[Saved data entries]
-*-

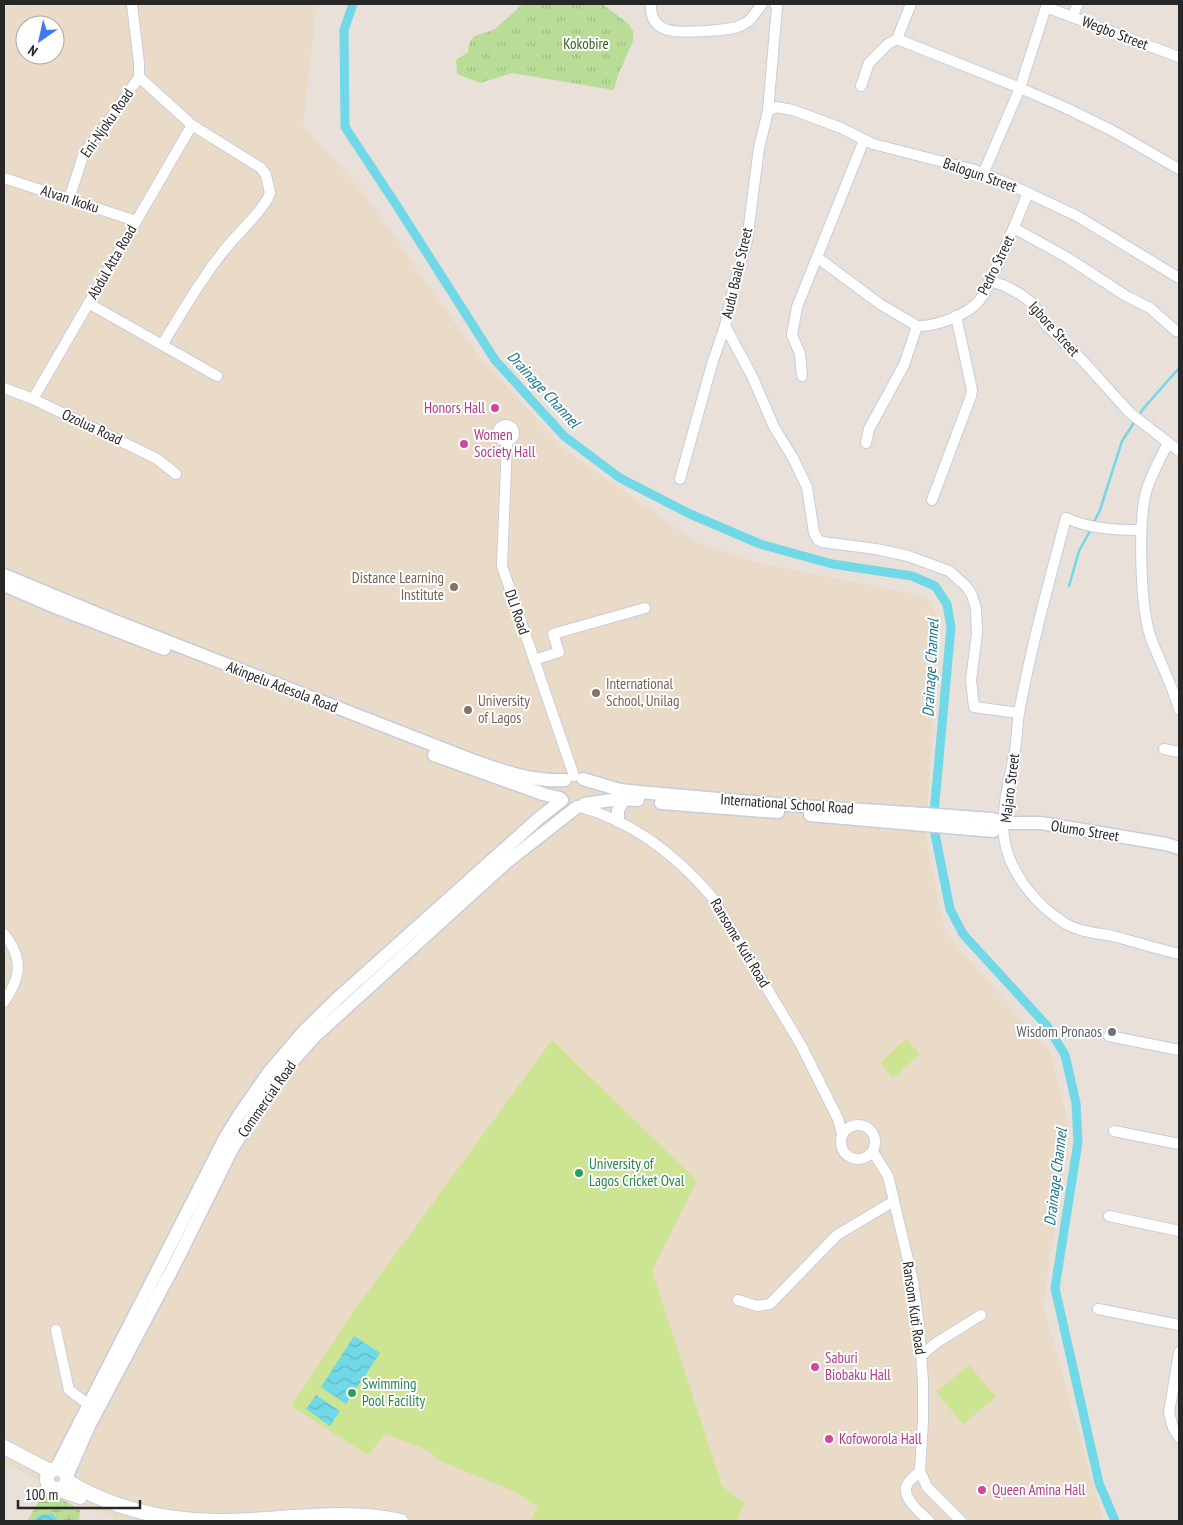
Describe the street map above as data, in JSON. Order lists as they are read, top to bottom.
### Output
{
  "streets": {
    "street": [
      "Wegbo Street",
      "Eni-Njoku Road",
      "Balogun Street",
      "Alvan Ikoku",
      "Abdul Atta Road",
      "Pedro Street",
      "Audu Baale Street",
      "Igbore Street",
      "Ozolua Road",
      "DLI Road",
      "Akinpelu Adesola Road",
      "Majaro Street",
      "International School Road",
      "Olumo Street",
      "Ransome Kuti Road",
      "Commercial Road",
      "Ransom Kuti Road"
    ]
  },
  "crossings": [
    ["Wegbo Street", "Balogun Street"],
    ["Eni-Njoku Road", "Alvan Ikoku"],
    ["Balogun Street", "Pedro Street"],
    ["Balogun Street", "Audu Baale Street"],
    ["Alvan Ikoku", "Abdul Atta Road"],
    ["Abdul Atta Road", "Ozolua Road"],
    ["Pedro Street", "Igbore Street"],
    ["DLI Road", "Akinpelu Adesola Road"],
    ["DLI Road", "International School Road"],
    ["DLI Road", "Ransome Kuti Road"],
    ["DLI Road", "Commercial Road"],
    ["Akinpelu Adesola Road", "International School Road"],
    ["Akinpelu Adesola Road", "Ransome Kuti Road"],
    ["Akinpelu Adesola Road", "Commercial Road"],
    ["Majaro Street", "International School Road"],
    ["Majaro Street", "Olumo Street"],
    ["International School Road", "Olumo Street"],
    ["International School Road", "Ransome Kuti Road"],
    ["International School Road", "Commercial Road"],
    ["Ransome Kuti Road", "Commercial Road"],
    ["Ransome Kuti Road", "Ransom Kuti Road"]
  ],
  "water": ["Drainage Channel"],
  "parks": ["Kokobire"],
  "places": [
    "Honors Hall",
    "Women Society Hall",
    "Distance Learning Institute",
    "International School, Unilag",
    "University of Lagos",
    "Wisdom Pronaos",
    "University of Lagos Cricket Oval",
    "Saburi Biobaku Hall",
    "Swimming Pool Facility",
    "Kofoworola Hall",
    "Queen Amina Hall"
  ],
  "scale_bar": "100 m",
  "north": "bottom left"
}
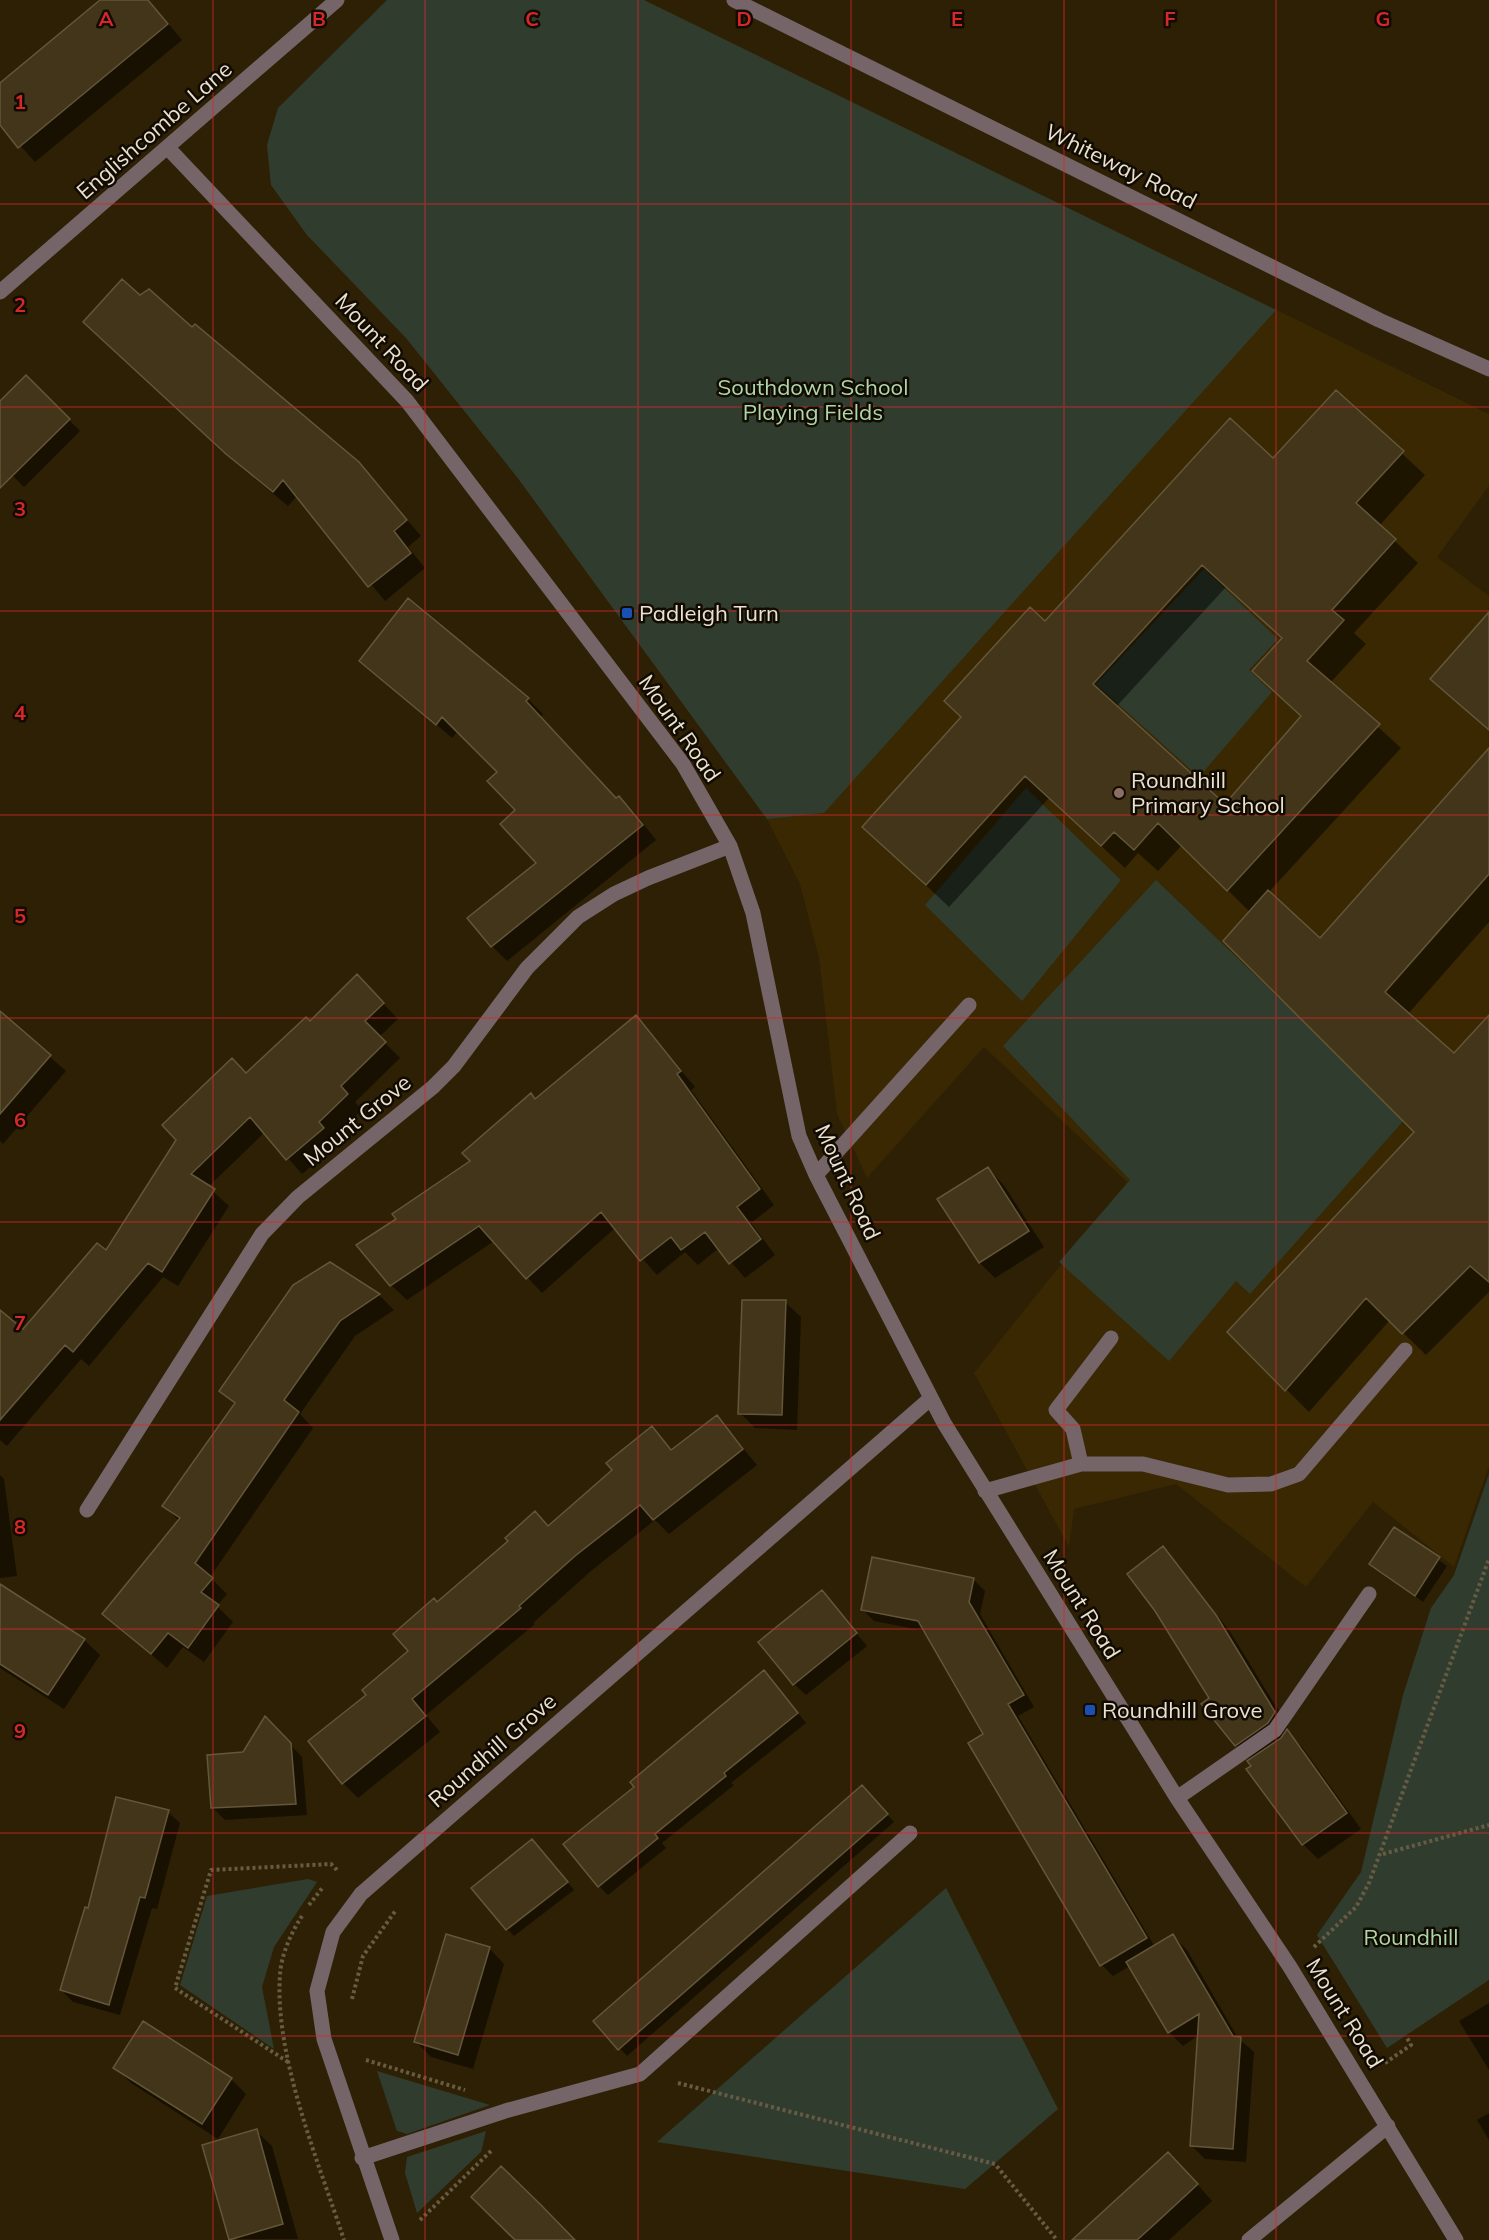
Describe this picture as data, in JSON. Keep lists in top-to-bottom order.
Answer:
{
  "streets": {
    "street": [
      "Englishcombe Lane",
      "Whiteway Road",
      "Mount Road",
      "Mount Grove",
      "Roundhill Grove"
    ]
  },
  "crossings": [
    ["Englishcombe Lane", "Mount Road"],
    ["Mount Road", "Mount Grove"],
    ["Mount Road", "Roundhill Grove"]
  ],
  "parks": ["Southdown School Playing Fields", "Roundhill"],
  "places": {
    "transit": ["Padleigh Turn", "Roundhill Grove"],
    "other": ["Roundhill Primary School"]
  },
  "grid": {
    "columns": [
      "A",
      "B",
      "C",
      "D",
      "E",
      "F",
      "G"
    ],
    "rows": [
      "1",
      "2",
      "3",
      "4",
      "5",
      "6",
      "7",
      "8",
      "9"
    ]
  }
}
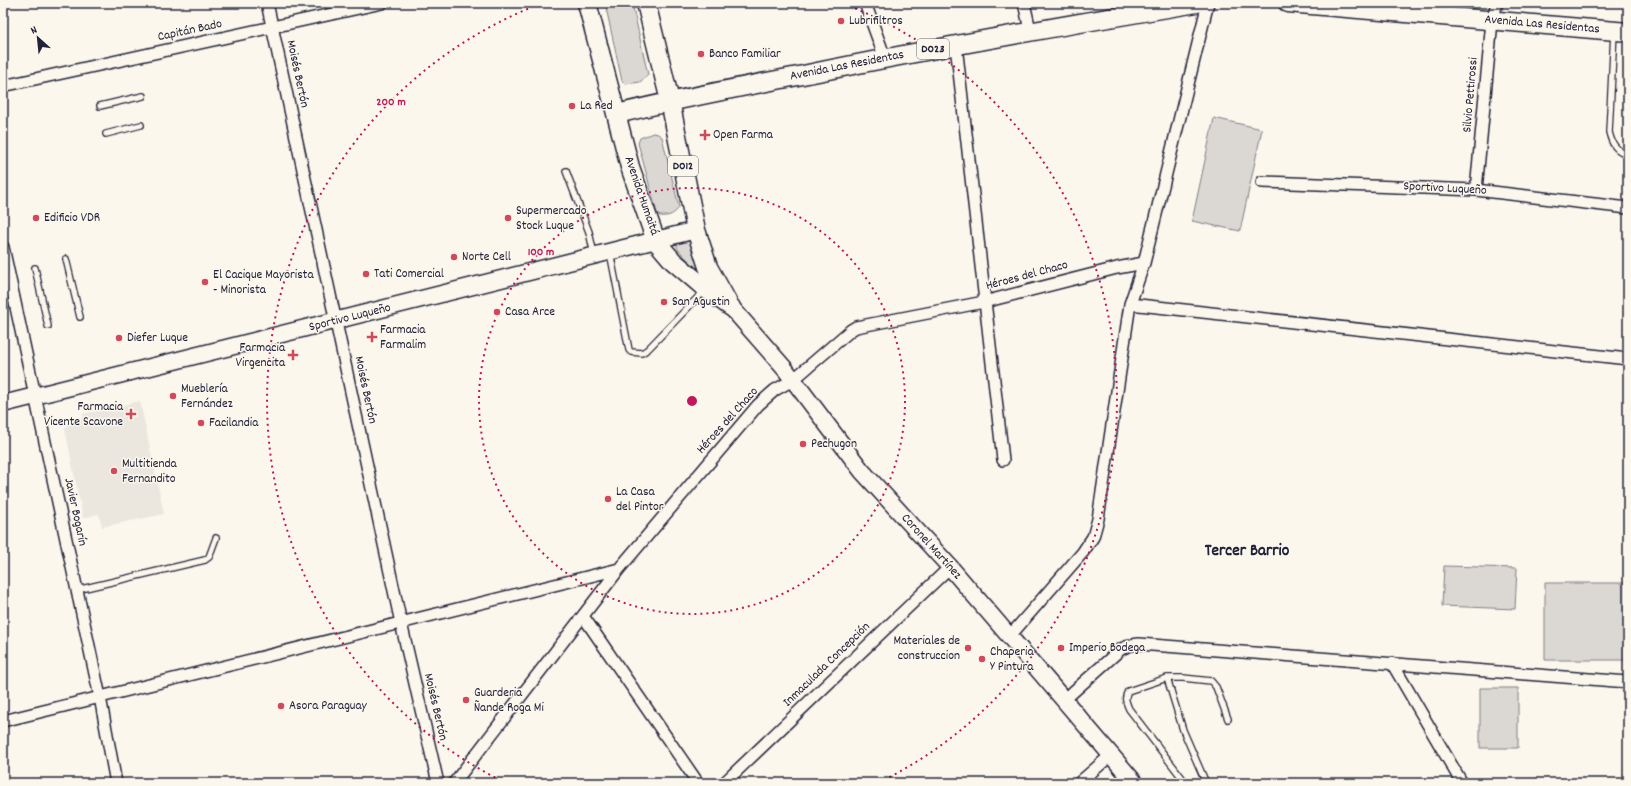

-*-

◆ Work item: None of the pictures belong in the copy; transcribe the rest of the data exactly.

◆ Written reply:
Describe the street map above as data, in JSON. Order lists as they are read, top to bottom.
### Output
{
  "streets": {
    "street": [
      "Wegbo Street",
      "Eni-Njoku Road",
      "Balogun Street",
      "Alvan Ikoku",
      "Abdul Atta Road",
      "Pedro Street",
      "Audu Baale Street",
      "Igbore Street",
      "Ozolua Road",
      "DLI Road",
      "Akinpelu Adesola Road",
      "Majaro Street",
      "International School Road",
      "Olumo Street",
      "Ransome Kuti Road",
      "Commercial Road",
      "Ransom Kuti Road"
    ]
  },
  "crossings": [
    ["Wegbo Street", "Balogun Street"],
    ["Eni-Njoku Road", "Alvan Ikoku"],
    ["Balogun Street", "Pedro Street"],
    ["Balogun Street", "Audu Baale Street"],
    ["Alvan Ikoku", "Abdul Atta Road"],
    ["Abdul Atta Road", "Ozolua Road"],
    ["Pedro Street", "Igbore Street"],
    ["DLI Road", "Akinpelu Adesola Road"],
    ["DLI Road", "International School Road"],
    ["DLI Road", "Ransome Kuti Road"],
    ["DLI Road", "Commercial Road"],
    ["Akinpelu Adesola Road", "International School Road"],
    ["Akinpelu Adesola Road", "Ransome Kuti Road"],
    ["Akinpelu Adesola Road", "Commercial Road"],
    ["Majaro Street", "International School Road"],
    ["Majaro Street", "Olumo Street"],
    ["International School Road", "Olumo Street"],
    ["International School Road", "Ransome Kuti Road"],
    ["International School Road", "Commercial Road"],
    ["Ransome Kuti Road", "Commercial Road"],
    ["Ransome Kuti Road", "Ransom Kuti Road"]
  ],
  "water": ["Drainage Channel"],
  "parks": ["Kokobire"],
  "places": [
    "Honors Hall",
    "Women Society Hall",
    "Distance Learning Institute",
    "International School, Unilag",
    "University of Lagos",
    "Wisdom Pronaos",
    "University of Lagos Cricket Oval",
    "Saburi Biobaku Hall",
    "Swimming Pool Facility",
    "Kofoworola Hall",
    "Queen Amina Hall"
  ],
  "scale_bar": "100 m",
  "north": "bottom left"
}
Describe this picture as data, in JSON. Keep lists in top-to-bottom order.
Answer:
{
  "streets": {
    "street": [
      "Englishcombe Lane",
      "Whiteway Road",
      "Mount Road",
      "Mount Grove",
      "Roundhill Grove"
    ]
  },
  "crossings": [
    ["Englishcombe Lane", "Mount Road"],
    ["Mount Road", "Mount Grove"],
    ["Mount Road", "Roundhill Grove"]
  ],
  "parks": ["Southdown School Playing Fields", "Roundhill"],
  "places": {
    "transit": ["Padleigh Turn", "Roundhill Grove"],
    "other": ["Roundhill Primary School"]
  },
  "grid": {
    "columns": [
      "A",
      "B",
      "C",
      "D",
      "E",
      "F",
      "G"
    ],
    "rows": [
      "1",
      "2",
      "3",
      "4",
      "5",
      "6",
      "7",
      "8",
      "9"
    ]
  }
}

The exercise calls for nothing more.